# [Requirement]
All lines from the start of the listing below through the line containing "filter:drop-shadow(0 0 1px" are to be written out again exactly, and no others.

# [Input data]
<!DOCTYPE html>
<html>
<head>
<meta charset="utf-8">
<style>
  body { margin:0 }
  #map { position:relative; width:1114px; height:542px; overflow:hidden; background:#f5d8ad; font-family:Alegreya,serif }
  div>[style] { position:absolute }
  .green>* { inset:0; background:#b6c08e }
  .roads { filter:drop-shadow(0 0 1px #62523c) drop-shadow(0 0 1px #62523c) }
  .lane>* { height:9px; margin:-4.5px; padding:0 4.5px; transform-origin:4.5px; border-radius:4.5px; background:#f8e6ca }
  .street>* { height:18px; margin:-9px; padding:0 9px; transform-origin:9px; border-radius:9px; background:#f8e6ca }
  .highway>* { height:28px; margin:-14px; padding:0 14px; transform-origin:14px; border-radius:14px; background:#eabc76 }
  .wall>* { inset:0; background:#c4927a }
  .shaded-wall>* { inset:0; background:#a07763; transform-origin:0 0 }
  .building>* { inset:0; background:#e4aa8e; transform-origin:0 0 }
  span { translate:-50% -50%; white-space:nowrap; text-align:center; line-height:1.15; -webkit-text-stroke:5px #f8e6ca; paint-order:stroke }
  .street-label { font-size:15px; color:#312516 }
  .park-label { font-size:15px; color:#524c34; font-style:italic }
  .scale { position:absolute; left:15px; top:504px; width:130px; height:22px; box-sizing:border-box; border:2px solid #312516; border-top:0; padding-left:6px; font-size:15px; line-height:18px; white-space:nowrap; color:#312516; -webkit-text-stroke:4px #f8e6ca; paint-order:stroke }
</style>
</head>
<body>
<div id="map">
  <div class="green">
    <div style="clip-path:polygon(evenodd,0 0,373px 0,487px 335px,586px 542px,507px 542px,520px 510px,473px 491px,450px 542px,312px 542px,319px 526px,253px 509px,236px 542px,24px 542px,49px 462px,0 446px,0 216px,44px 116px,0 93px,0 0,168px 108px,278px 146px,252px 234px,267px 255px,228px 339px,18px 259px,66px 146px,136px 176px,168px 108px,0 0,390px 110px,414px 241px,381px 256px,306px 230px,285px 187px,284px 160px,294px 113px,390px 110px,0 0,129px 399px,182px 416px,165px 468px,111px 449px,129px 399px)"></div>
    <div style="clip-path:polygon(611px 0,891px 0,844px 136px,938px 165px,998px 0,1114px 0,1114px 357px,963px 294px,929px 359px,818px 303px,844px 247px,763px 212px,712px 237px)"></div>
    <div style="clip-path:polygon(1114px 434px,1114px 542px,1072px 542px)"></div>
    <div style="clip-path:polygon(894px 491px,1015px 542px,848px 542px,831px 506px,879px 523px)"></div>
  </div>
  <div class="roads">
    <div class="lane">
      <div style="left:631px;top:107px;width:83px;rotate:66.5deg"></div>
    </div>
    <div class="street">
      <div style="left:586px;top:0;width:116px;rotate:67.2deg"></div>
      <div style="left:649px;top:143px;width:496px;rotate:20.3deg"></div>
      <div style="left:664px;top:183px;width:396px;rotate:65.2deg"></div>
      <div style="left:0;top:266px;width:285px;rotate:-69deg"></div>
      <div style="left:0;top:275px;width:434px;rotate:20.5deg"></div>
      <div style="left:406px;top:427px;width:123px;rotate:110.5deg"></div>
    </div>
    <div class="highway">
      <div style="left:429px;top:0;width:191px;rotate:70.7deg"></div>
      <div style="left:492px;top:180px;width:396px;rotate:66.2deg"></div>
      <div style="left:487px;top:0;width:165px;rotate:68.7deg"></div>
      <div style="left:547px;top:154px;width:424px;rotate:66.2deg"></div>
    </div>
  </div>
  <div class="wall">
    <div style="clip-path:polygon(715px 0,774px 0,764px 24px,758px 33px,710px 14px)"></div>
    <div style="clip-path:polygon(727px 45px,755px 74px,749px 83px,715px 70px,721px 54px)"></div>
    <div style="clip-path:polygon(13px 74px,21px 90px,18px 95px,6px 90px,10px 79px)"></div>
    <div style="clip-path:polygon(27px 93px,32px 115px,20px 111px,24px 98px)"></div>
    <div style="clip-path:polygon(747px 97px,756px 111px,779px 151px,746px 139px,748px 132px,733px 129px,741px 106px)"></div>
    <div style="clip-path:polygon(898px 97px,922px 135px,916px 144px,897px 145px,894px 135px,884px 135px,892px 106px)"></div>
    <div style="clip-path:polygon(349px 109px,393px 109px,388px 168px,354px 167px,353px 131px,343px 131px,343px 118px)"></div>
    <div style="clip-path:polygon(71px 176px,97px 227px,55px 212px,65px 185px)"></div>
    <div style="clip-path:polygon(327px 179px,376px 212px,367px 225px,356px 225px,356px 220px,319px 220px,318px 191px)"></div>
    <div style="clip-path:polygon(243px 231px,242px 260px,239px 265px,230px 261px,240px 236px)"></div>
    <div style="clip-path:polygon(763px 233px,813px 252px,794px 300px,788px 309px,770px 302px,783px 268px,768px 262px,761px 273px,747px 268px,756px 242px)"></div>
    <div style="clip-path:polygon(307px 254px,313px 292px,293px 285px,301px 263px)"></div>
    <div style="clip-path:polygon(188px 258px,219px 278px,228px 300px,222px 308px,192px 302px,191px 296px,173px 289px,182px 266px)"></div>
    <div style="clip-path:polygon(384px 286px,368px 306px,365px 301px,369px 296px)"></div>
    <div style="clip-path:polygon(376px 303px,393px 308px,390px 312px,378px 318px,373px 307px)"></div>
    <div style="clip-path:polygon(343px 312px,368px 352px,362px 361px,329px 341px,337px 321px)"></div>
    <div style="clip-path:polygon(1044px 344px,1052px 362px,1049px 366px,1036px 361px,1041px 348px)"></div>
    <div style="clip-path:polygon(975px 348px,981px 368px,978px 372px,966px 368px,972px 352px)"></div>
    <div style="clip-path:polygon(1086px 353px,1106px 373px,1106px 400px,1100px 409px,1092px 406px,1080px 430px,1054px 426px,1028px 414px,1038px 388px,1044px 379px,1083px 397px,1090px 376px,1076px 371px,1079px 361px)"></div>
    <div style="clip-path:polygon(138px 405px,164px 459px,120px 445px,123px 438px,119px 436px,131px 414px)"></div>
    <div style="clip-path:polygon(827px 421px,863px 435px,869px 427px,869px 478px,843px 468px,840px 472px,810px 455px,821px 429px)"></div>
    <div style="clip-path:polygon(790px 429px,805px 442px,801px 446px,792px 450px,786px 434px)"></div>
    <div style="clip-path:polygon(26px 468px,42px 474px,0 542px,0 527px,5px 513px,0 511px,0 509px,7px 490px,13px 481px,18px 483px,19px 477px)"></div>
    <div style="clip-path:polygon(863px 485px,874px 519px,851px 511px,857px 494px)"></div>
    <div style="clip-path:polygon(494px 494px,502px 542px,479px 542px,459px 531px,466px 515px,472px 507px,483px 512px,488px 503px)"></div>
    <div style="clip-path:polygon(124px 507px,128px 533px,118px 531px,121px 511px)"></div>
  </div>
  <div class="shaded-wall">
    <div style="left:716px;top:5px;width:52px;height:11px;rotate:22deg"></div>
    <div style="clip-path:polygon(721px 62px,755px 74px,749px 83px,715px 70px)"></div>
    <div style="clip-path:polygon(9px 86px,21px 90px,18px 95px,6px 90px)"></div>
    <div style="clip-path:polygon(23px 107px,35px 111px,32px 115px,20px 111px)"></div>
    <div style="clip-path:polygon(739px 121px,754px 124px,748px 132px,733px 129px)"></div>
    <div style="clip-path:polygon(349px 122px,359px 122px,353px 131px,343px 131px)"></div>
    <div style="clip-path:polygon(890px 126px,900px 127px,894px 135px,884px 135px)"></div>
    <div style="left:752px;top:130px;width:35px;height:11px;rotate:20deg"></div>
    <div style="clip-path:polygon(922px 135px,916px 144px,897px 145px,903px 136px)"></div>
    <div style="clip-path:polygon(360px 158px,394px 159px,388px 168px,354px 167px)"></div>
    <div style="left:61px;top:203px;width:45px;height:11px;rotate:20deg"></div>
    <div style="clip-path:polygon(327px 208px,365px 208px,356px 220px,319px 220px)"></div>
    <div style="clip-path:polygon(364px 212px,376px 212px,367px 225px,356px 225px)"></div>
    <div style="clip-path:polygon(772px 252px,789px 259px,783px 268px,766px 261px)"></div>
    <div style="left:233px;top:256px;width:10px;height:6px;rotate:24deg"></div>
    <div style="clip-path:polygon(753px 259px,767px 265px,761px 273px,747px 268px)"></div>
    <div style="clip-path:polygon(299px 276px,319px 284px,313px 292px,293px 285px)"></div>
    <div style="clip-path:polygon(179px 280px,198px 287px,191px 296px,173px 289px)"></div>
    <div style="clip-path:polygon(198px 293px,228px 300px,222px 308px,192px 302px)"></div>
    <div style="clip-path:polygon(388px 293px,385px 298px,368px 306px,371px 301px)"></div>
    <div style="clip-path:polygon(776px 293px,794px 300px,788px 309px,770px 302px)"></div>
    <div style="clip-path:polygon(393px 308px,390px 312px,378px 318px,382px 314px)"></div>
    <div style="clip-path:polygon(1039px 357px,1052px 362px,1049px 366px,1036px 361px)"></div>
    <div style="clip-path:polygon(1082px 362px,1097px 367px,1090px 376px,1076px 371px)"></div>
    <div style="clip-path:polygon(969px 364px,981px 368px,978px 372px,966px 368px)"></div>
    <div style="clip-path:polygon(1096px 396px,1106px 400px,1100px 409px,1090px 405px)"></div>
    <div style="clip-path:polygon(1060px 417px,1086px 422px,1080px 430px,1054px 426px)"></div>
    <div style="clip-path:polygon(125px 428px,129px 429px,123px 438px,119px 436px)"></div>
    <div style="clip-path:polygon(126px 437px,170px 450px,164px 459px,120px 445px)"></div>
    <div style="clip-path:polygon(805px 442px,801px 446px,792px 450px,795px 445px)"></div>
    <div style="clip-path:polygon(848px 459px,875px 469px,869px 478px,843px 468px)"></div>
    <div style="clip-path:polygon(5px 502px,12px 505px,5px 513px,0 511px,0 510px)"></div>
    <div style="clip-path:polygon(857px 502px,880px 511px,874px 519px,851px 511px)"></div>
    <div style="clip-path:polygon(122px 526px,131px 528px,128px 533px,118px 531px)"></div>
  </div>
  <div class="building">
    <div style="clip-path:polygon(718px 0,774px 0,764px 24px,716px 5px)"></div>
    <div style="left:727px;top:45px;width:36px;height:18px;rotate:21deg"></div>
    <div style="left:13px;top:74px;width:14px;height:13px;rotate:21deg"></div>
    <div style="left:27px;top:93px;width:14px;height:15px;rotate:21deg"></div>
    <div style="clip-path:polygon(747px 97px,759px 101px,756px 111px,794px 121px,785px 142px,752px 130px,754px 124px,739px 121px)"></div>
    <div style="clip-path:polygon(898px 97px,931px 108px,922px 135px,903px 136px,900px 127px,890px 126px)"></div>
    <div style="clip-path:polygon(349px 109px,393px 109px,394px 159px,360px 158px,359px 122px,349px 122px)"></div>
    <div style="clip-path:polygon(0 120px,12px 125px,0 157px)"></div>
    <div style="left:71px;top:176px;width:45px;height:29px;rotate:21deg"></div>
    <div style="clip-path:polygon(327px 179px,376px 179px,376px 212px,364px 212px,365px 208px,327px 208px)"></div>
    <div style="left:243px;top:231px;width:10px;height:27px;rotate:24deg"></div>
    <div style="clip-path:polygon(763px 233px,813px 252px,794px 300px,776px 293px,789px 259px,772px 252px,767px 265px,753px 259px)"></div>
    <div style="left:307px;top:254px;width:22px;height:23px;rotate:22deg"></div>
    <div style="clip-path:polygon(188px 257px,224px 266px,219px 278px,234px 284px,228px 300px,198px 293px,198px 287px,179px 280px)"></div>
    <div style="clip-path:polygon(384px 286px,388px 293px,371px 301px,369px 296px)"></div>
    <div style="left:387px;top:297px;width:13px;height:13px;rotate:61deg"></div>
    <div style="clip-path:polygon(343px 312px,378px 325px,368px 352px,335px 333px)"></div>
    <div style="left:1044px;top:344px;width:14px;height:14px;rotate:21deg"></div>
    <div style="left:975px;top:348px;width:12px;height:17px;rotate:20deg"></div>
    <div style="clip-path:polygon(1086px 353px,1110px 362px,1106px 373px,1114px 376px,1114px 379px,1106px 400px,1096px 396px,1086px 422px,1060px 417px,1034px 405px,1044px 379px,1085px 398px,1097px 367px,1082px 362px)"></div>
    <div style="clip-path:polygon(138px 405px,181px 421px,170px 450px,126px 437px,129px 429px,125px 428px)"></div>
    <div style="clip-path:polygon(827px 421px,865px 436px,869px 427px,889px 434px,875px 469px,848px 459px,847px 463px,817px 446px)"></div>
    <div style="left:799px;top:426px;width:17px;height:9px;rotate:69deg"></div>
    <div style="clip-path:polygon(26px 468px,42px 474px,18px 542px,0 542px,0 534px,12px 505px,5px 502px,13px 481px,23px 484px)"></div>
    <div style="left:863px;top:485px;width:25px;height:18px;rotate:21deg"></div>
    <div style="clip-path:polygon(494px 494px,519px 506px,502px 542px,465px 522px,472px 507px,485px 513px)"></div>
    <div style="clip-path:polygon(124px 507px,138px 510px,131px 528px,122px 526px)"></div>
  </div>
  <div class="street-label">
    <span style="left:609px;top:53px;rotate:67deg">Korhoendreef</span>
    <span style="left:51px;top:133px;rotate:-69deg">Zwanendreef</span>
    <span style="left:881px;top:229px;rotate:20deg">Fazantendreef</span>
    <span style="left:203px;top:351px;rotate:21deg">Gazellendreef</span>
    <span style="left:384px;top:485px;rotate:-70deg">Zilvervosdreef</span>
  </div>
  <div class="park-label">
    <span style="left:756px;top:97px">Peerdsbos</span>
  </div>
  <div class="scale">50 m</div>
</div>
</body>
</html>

# [Response]
<!DOCTYPE html>
<html>
<head>
<meta charset="utf-8">
<style>
  body { margin:0 }
  #map { position:relative; width:1114px; height:542px; overflow:hidden; background:#f5d8ad; font-family:Alegreya,serif }
  div>[style] { position:absolute }
  .green>* { inset:0; background:#b6c08e }
  .roads { filter:drop-shadow(0 0 1px #62523c) drop-shadow(0 0 1px #62523c) }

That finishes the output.